GOAL OF THE EXERCISE:
Starting at the first line of the material below and stopping after the line that includes "filter:drop-shadow(0 0 2px", write the lines out again exactly. Drop any pictures.
[Start of Attachment]
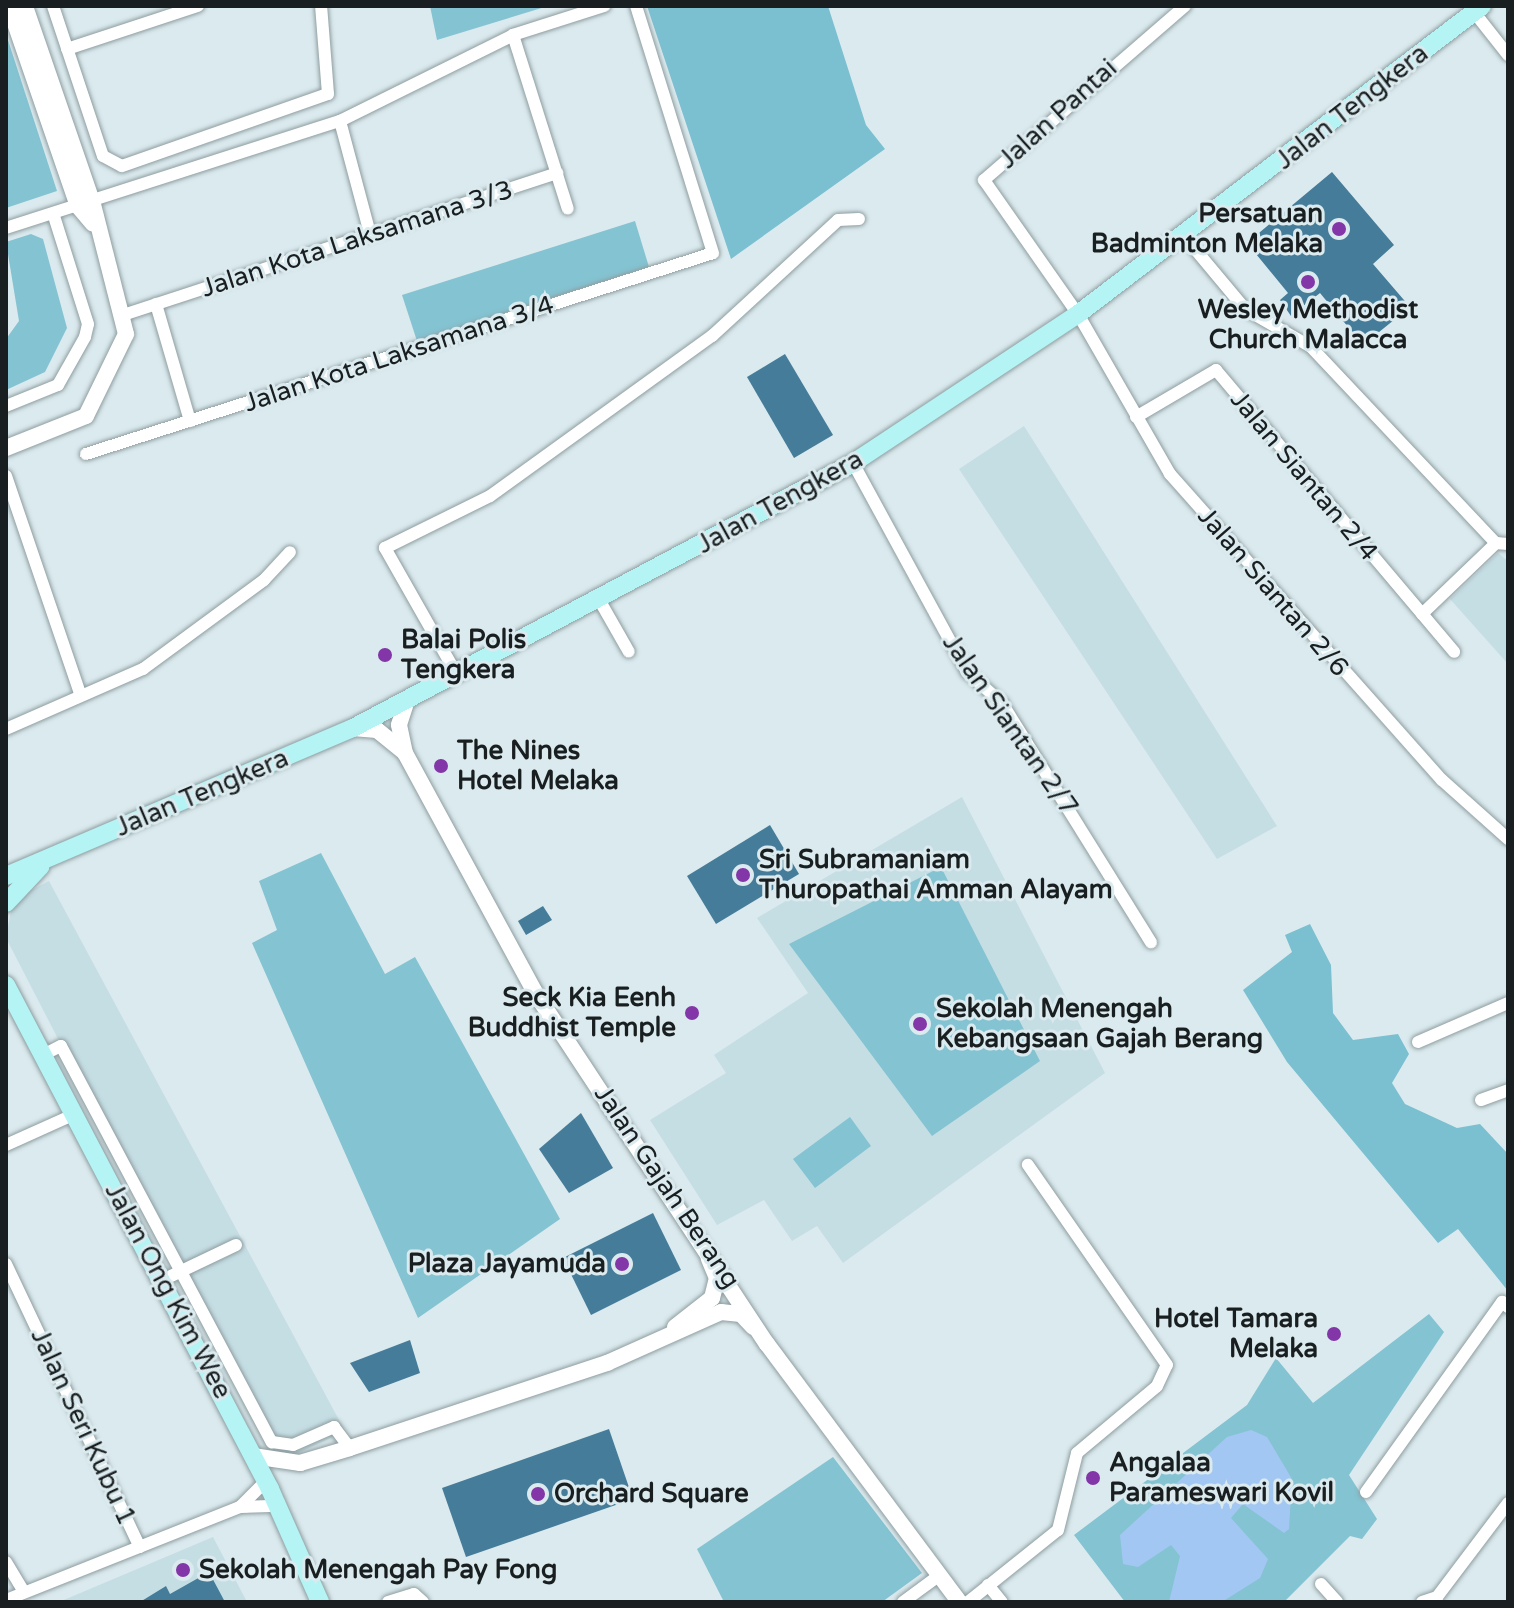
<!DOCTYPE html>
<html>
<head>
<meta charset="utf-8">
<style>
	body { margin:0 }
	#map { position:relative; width:1514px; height:1608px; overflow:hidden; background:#dbeaee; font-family:"Varela Round",sans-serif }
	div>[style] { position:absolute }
	.built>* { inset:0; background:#c5dee4 }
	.green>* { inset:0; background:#84c3d2 }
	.forest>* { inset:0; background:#7bc0d1 }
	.water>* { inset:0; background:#a3c7f3 }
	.building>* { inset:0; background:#457c99 }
	.roads { filter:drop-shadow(0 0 2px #8e9da0) drop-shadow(0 0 2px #8e9da0) }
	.minor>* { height:12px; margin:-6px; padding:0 6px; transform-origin:6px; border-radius:6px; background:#fff }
	.tertiary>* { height:16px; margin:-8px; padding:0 8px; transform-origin:8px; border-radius:8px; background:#fff }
	.secondary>* { height:18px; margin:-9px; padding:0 9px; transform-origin:9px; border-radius:9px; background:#b5f4f4 }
	.dots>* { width:22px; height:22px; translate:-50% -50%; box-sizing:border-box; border:4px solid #dbeaee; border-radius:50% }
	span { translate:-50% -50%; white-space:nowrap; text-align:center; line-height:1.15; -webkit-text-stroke:6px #dbeaee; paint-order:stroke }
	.street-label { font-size:26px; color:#191f20 }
	.poi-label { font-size:26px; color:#191f20; font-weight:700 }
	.right { translate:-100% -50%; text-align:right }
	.left { translate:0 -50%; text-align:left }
	.frame { position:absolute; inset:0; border:8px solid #191f20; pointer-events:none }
</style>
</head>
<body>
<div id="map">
	<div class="built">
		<div style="clip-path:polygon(1024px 426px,1277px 826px,1217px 859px,959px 469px)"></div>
		<div style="clip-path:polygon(1498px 553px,1508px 561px,1508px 664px,1450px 599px)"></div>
		<div style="clip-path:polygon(962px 797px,1105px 1073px,843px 1263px,817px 1226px,792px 1241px,764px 1200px,717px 1225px,650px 1120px,726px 1073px,714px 1055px,808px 993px,757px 918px)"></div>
		<div style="clip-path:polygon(49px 881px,345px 1431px,292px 1456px,270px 1450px,6px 938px,13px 900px)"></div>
		<div style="clip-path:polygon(213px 1537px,247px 1602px,59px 1602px)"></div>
	</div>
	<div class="green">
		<div style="clip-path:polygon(430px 6px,548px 6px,437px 40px)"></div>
		<div style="clip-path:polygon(6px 34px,57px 191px,6px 208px)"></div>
		<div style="clip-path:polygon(635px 221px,649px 267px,417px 341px,402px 295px)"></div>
		<div style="clip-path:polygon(31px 234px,43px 239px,67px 328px,45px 372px,6px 390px,6px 339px,19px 321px,6px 242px)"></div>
		<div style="clip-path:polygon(321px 853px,385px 974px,415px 957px,560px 1219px,418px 1318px,252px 943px,277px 930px,259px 881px)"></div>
		<div style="clip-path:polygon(941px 867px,1040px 1061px,932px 1136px,789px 944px)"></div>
		<div style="clip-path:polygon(850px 1117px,871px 1146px,815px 1188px,793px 1159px)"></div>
		<div style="clip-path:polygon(1429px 1314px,1444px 1332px,1349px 1475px,1377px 1519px,1362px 1539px,1350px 1536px,1284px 1602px,1125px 1602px,1074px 1535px,1247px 1405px,1276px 1358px,1313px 1403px)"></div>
		<div style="clip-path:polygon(833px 1457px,922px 1573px,882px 1602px,724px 1602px,697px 1549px)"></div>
	</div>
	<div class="forest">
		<div style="clip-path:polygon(647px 6px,828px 6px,866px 125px,885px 149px,731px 259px)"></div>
		<div style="clip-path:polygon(1310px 924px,1331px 965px,1333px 1013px,1353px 1040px,1398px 1034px,1409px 1054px,1392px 1083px,1405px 1104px,1457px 1128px,1480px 1124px,1508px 1154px,1508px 1291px,1458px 1229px,1438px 1243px,1287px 1062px,1243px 990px,1292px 952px,1285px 935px)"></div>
	</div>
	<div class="water">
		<div style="clip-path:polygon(1251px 1430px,1267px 1437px,1292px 1479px,1289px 1529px,1284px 1533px,1243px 1504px,1231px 1518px,1268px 1559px,1260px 1578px,1222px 1602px,1169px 1602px,1180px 1556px,1171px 1545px,1138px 1567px,1123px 1564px,1120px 1535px,1227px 1437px)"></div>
	</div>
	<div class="building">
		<div style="clip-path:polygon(1332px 172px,1394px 245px,1373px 264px,1410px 307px,1363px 345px,1320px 293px,1291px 316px,1280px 300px,1288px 293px,1247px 243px)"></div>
		<div style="clip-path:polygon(785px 354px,833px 435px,794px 458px,747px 377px)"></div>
		<div style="clip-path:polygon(770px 825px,799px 874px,716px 924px,687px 876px)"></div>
		<div style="clip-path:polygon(543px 906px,552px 920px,526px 935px,518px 921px)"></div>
		<div style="clip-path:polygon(581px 1113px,613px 1168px,569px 1193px,539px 1149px)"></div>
		<div style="clip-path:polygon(653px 1213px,681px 1270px,591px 1315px,563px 1258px)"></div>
		<div style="clip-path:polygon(410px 1340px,420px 1373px,369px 1392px,350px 1363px)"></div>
		<div style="clip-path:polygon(609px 1429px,633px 1499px,466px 1557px,442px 1488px)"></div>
		<div style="clip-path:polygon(209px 1572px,225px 1602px,140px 1602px,166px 1586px,170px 1594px)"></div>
	</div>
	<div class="roads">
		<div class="minor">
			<div style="left:53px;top:6px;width:158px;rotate:71.6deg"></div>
			<div style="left:103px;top:156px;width:21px;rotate:28deg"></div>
			<div style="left:122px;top:166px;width:218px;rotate:-19.3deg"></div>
			<div style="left:328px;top:94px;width:88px;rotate:-94.5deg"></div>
			<div style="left:1185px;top:6px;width:266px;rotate:139.1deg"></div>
			<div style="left:984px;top:180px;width:164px;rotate:55deg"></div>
			<div style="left:1078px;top:314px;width:185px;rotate:60.1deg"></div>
			<div style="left:1170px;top:474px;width:409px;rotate:48.4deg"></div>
			<div style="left:1442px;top:780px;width:89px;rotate:41.8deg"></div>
			<div style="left:1474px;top:12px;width:55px;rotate:51.7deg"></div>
			<div style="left:513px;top:35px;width:182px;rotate:72.5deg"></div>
			<div style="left:67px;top:49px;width:138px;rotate:-18.2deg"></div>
			<div style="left:340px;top:121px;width:117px;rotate:75.1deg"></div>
			<div style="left:6px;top:228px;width:351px;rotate:-17.8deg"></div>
			<div style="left:340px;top:121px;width:193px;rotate:-26.4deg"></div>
			<div style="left:513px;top:35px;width:96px;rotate:-17.7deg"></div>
			<div style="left:1184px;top:236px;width:95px;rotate:50.1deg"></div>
			<div style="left:1245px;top:309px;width:76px;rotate:29.9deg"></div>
			<div style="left:1311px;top:347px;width:270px;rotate:46.7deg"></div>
			<div style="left:1496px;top:543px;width:12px;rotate:5deg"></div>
			<div style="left:156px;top:304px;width:122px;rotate:73.8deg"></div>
			<div style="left:123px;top:315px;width:457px;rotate:-18.1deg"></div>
			<div style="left:6px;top:406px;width:56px;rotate:-22deg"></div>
			<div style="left:58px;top:385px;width:55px;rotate:-60.6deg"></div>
			<div style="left:85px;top:337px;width:13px;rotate:-77deg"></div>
			<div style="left:88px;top:324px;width:116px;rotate:-107.5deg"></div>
			<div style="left:1136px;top:417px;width:93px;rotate:-30.4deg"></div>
			<div style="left:1216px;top:370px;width:369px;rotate:49.8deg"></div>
			<div style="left:86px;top:454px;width:658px;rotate:-17.77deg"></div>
			<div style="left:713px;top:253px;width:259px;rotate:-107.3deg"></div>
			<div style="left:853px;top:463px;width:238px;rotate:61.4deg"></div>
			<div style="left:967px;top:672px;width:47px;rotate:41.5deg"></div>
			<div style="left:1002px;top:703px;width:282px;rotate:58.1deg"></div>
			<div style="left:6px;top:476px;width:232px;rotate:71.2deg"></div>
			<div style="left:597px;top:596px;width:64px;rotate:60.3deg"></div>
			<div style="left:1422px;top:614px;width:103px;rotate:-43.8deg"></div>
			<div style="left:456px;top:673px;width:144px;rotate:-119.6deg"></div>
			<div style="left:385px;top:548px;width:117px;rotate:-26.3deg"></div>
			<div style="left:490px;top:496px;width:274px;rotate:-35.8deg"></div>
			<div style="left:712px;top:336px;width:171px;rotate:-42.6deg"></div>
			<div style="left:838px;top:220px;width:21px;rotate:-3deg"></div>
			<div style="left:6px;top:729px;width:150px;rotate:-23.7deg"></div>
			<div style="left:143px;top:669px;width:150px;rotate:-36.3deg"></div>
			<div style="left:264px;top:580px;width:38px;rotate:-47deg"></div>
			<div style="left:1418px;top:1042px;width:98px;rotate:-23.4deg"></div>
			<div style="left:43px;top:1055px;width:20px;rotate:-27deg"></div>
			<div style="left:61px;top:1046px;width:449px;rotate:62deg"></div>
			<div style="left:272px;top:1442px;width:21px;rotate:8deg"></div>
			<div style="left:293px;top:1445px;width:45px;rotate:-23.7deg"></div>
			<div style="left:334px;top:1427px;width:26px;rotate:53deg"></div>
			<div style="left:1481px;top:1100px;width:29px;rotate:-20deg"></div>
			<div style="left:6px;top:1145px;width:76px;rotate:-24.2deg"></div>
			<div style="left:6px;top:1264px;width:313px;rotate:64.7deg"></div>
			<div style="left:171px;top:1276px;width:72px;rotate:-25.5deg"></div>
			<div style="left:1366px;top:1492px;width:234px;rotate:-54.4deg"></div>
			<div style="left:1502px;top:1302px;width:8px;rotate:40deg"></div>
			<div style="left:240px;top:1507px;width:37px;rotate:-45deg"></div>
			<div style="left:6px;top:1562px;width:35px;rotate:59deg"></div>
			<div style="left:1321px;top:1584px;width:24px;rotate:48deg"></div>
			<div style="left:988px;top:1585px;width:22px;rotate:51deg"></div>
			<div style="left:6px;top:1600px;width:252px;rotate:-21.7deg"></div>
			<div style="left:240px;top:1507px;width:38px;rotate:-2deg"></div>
			<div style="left:388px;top:1602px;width:27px;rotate:-17deg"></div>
			<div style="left:414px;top:1594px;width:12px;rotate:42deg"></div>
			<div style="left:903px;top:1602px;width:42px;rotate:-36.3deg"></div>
			<div style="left:968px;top:1602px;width:115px;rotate:-38.7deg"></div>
			<div style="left:1058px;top:1530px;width:79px;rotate:-76.1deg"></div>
			<div style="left:1077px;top:1453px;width:104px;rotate:-39.9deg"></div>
			<div style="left:1157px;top:1386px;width:23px;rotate:-65deg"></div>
			<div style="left:1167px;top:1365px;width:244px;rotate:-124.8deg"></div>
			<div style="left:1422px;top:1602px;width:16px;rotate:-18deg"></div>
			<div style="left:1437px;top:1597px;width:118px;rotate:-52.9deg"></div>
		</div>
		<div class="tertiary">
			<div style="left:9px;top:6px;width:212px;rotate:71deg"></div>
			<div style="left:78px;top:206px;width:23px;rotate:50deg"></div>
			<div style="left:6px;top:448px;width:86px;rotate:-21.8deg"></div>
			<div style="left:86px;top:416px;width:91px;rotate:-64deg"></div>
			<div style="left:126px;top:334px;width:137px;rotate:-104.3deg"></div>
			<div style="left:92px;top:201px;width:206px;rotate:-109deg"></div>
			<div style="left:407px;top:700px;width:26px;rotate:108deg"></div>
			<div style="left:399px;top:725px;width:29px;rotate:78deg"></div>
			<div style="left:405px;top:753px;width:271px;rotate:61.5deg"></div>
			<div style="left:534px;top:991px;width:423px;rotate:56.6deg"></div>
			<div style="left:767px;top:1344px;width:322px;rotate:53.3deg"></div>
			<div style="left:353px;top:728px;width:24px;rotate:5deg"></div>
			<div style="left:377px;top:730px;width:35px;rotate:39deg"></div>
			<div style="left:675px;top:1327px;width:47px;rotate:-38.1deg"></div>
			<div style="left:712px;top:1298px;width:21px;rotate:-76deg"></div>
			<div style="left:717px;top:1278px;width:21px;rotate:-113deg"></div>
			<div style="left:253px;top:1456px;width:48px;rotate:8.5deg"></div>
			<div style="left:300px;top:1463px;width:52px;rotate:-16.7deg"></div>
			<div style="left:350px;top:1448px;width:271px;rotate:-18.3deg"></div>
			<div style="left:607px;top:1363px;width:125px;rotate:-24.1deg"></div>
			<div style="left:721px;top:1312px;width:20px;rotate:6deg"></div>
			<div style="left:741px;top:1314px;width:18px;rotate:47deg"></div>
		</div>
		<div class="secondary">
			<div style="left:6px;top:876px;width:377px;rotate:-23.1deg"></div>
			<div style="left:353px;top:728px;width:566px;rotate:-27.92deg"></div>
			<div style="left:853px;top:463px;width:270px;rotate:-33.5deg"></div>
			<div style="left:1078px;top:314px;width:508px;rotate:-37.32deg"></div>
			<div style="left:6px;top:903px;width:50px;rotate:-46.6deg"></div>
			<div style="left:6px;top:985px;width:569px;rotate:62.35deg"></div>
			<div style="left:270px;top:1489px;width:124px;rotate:66.1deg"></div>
		</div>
	</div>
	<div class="dots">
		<div style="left:1339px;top:229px;background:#8236a7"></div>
		<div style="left:1308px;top:282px;background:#8236a7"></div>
		<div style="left:385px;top:655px;background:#8236a7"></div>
		<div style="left:441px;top:766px;background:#8236a7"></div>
		<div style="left:743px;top:875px;background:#8236a7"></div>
		<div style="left:692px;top:1013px;background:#8236a7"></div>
		<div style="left:920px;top:1024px;background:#8236a7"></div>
		<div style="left:622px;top:1264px;background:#8236a7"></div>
		<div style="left:1334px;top:1334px;background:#8236a7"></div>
		<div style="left:1093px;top:1478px;background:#8236a7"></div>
		<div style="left:538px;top:1494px;background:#8236a7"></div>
		<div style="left:183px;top:1570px;background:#8236a7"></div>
	</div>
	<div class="street-label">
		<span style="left:1352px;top:107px;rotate:-38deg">Jalan Tengkera</span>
		<span style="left:1058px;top:114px;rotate:-42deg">Jalan Pantai</span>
		<span style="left:357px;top:239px;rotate:-18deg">Jalan Kota Laksamana 3/3</span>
		<span style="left:399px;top:354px;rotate:-18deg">Jalan Kota Laksamana 3/4</span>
		<span style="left:1304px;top:476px;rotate:50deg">Jalan Siantan 2/4</span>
		<span style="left:780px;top:502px;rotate:-29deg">Jalan Tengkera</span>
		<span style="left:1273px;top:592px;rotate:49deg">Jalan Siantan 2/6</span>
		<span style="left:1010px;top:725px;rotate:55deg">Jalan Siantan 2/7</span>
		<span style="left:202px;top:793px;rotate:-23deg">Jalan Tengkera</span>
		<span style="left:667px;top:1187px;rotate:56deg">Jalan Gajah Berang</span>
		<span style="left:168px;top:1291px;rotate:62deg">Jalan Ong Kim Wee</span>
		<span style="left:83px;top:1427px;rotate:65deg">Jalan Seri Kubu 1</span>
	</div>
	<div class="poi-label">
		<span class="right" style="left:1323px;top:229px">Persatuan<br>Badminton Melaka</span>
		<span style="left:1308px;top:325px">Wesley Methodist<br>Church Malacca</span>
		<span class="left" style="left:401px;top:655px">Balai Polis<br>Tengkera</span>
		<span class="left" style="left:457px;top:766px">The Nines<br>Hotel Melaka</span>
		<span class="left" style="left:759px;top:875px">Sri Subramaniam<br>Thuropathai Amman Alayam</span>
		<span class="right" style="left:676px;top:1013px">Seck Kia Eenh<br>Buddhist Temple</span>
		<span class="left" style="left:936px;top:1024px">Sekolah Menengah<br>Kebangsaan Gajah Berang</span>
		<span class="right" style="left:606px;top:1264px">Plaza Jayamuda</span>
		<span class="right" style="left:1318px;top:1334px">Hotel Tamara<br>Melaka</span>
		<span class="left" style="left:1109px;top:1478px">Angalaa<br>Parameswari Kovil</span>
		<span class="left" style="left:554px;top:1494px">Orchard Square</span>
		<span class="left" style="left:199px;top:1570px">Sekolah Menengah Pay Fong</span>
	</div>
	<div class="frame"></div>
</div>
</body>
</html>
[End of Attachment]
COMPLETED EXERCISE:
<!DOCTYPE html>
<html>
<head>
<meta charset="utf-8">
<style>
	body { margin:0 }
	#map { position:relative; width:1514px; height:1608px; overflow:hidden; background:#dbeaee; font-family:"Varela Round",sans-serif }
	div>[style] { position:absolute }
	.built>* { inset:0; background:#c5dee4 }
	.green>* { inset:0; background:#84c3d2 }
	.forest>* { inset:0; background:#7bc0d1 }
	.water>* { inset:0; background:#a3c7f3 }
	.building>* { inset:0; background:#457c99 }
	.roads { filter:drop-shadow(0 0 2px #8e9da0) drop-shadow(0 0 2px #8e9da0) }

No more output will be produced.